What to do » Each line below must be set down exactly; omit any image you find.

(Data entries)

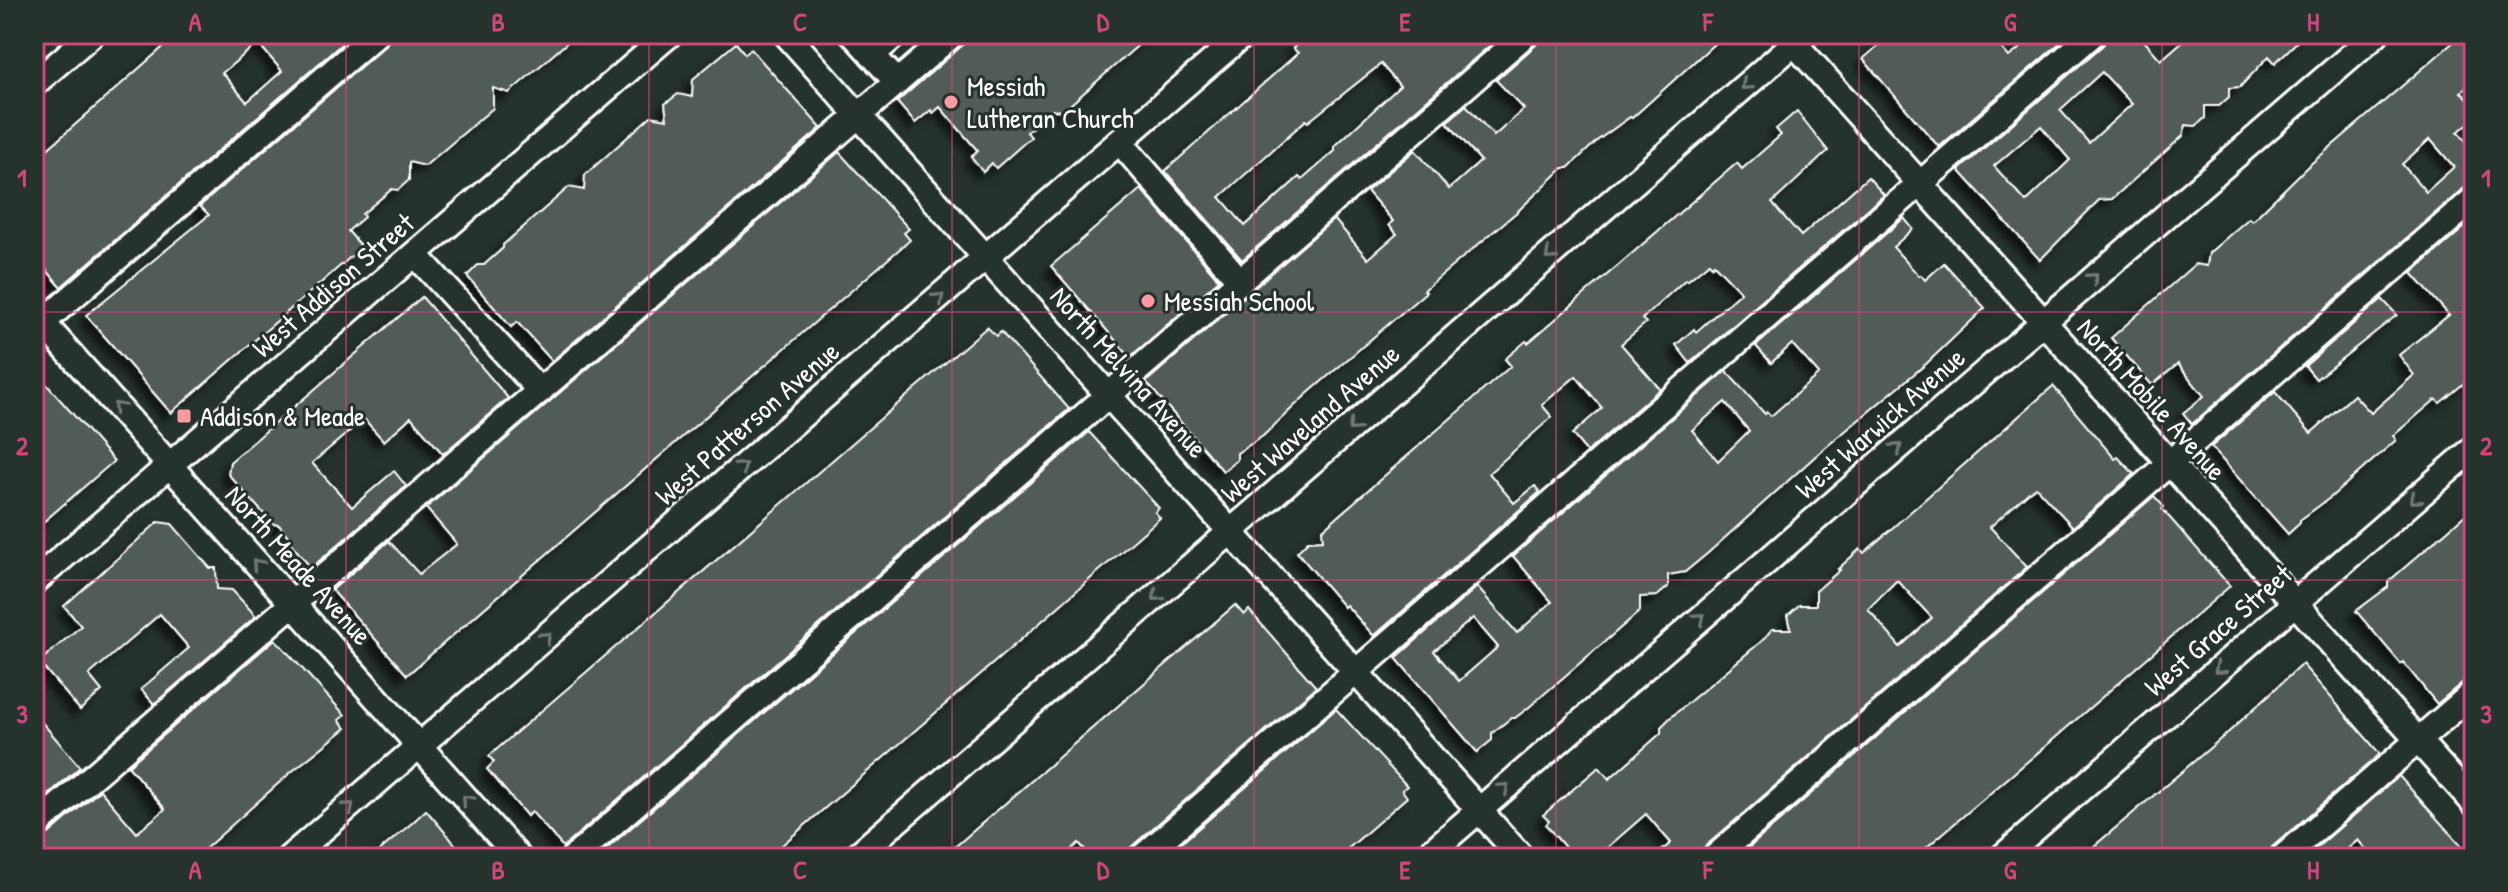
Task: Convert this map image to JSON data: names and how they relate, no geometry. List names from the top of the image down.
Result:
{
  "streets": {
    "street": [
      "West Addison Street",
      "North Melvina Avenue",
      "North Mobile Avenue",
      "West Patterson Avenue",
      "West Waveland Avenue",
      "West Warwick Avenue",
      "North Meade Avenue",
      "West Grace Street"
    ]
  },
  "crossings": [
    ["West Addison Street", "North Meade Avenue"],
    ["North Melvina Avenue", "West Patterson Avenue"],
    ["North Melvina Avenue", "West Waveland Avenue"],
    ["North Melvina Avenue", "West Warwick Avenue"],
    ["North Mobile Avenue", "West Waveland Avenue"],
    ["North Mobile Avenue", "West Warwick Avenue"],
    ["North Mobile Avenue", "West Grace Street"],
    ["West Patterson Avenue", "North Meade Avenue"]
  ],
  "one_way": ["North Meade Avenue"],
  "places": {
    "other": ["Messiah Lutheran Church", "Messiah School"],
    "transit": ["Addison & Meade"]
  },
  "grid": {
    "columns": [
      "A",
      "B",
      "C",
      "D",
      "E",
      "F",
      "G",
      "H"
    ],
    "rows": ["1", "2", "3"]
  }
}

Written answer »
Task: Convert this map image to JSON data: names and how they relate, no geometry. List names from the top of the image down.
Result:
{
  "streets": {
    "street": [
      "West Addison Street",
      "North Melvina Avenue",
      "North Mobile Avenue",
      "West Patterson Avenue",
      "West Waveland Avenue",
      "West Warwick Avenue",
      "North Meade Avenue",
      "West Grace Street"
    ]
  },
  "crossings": [
    ["West Addison Street", "North Meade Avenue"],
    ["North Melvina Avenue", "West Patterson Avenue"],
    ["North Melvina Avenue", "West Waveland Avenue"],
    ["North Melvina Avenue", "West Warwick Avenue"],
    ["North Mobile Avenue", "West Waveland Avenue"],
    ["North Mobile Avenue", "West Warwick Avenue"],
    ["North Mobile Avenue", "West Grace Street"],
    ["West Patterson Avenue", "North Meade Avenue"]
  ],
  "one_way": ["North Meade Avenue"],
  "places": {
    "other": ["Messiah Lutheran Church", "Messiah School"],
    "transit": ["Addison & Meade"]
  },
  "grid": {
    "columns": [
      "A",
      "B",
      "C",
      "D",
      "E",
      "F",
      "G",
      "H"
    ],
    "rows": ["1", "2", "3"]
  }
}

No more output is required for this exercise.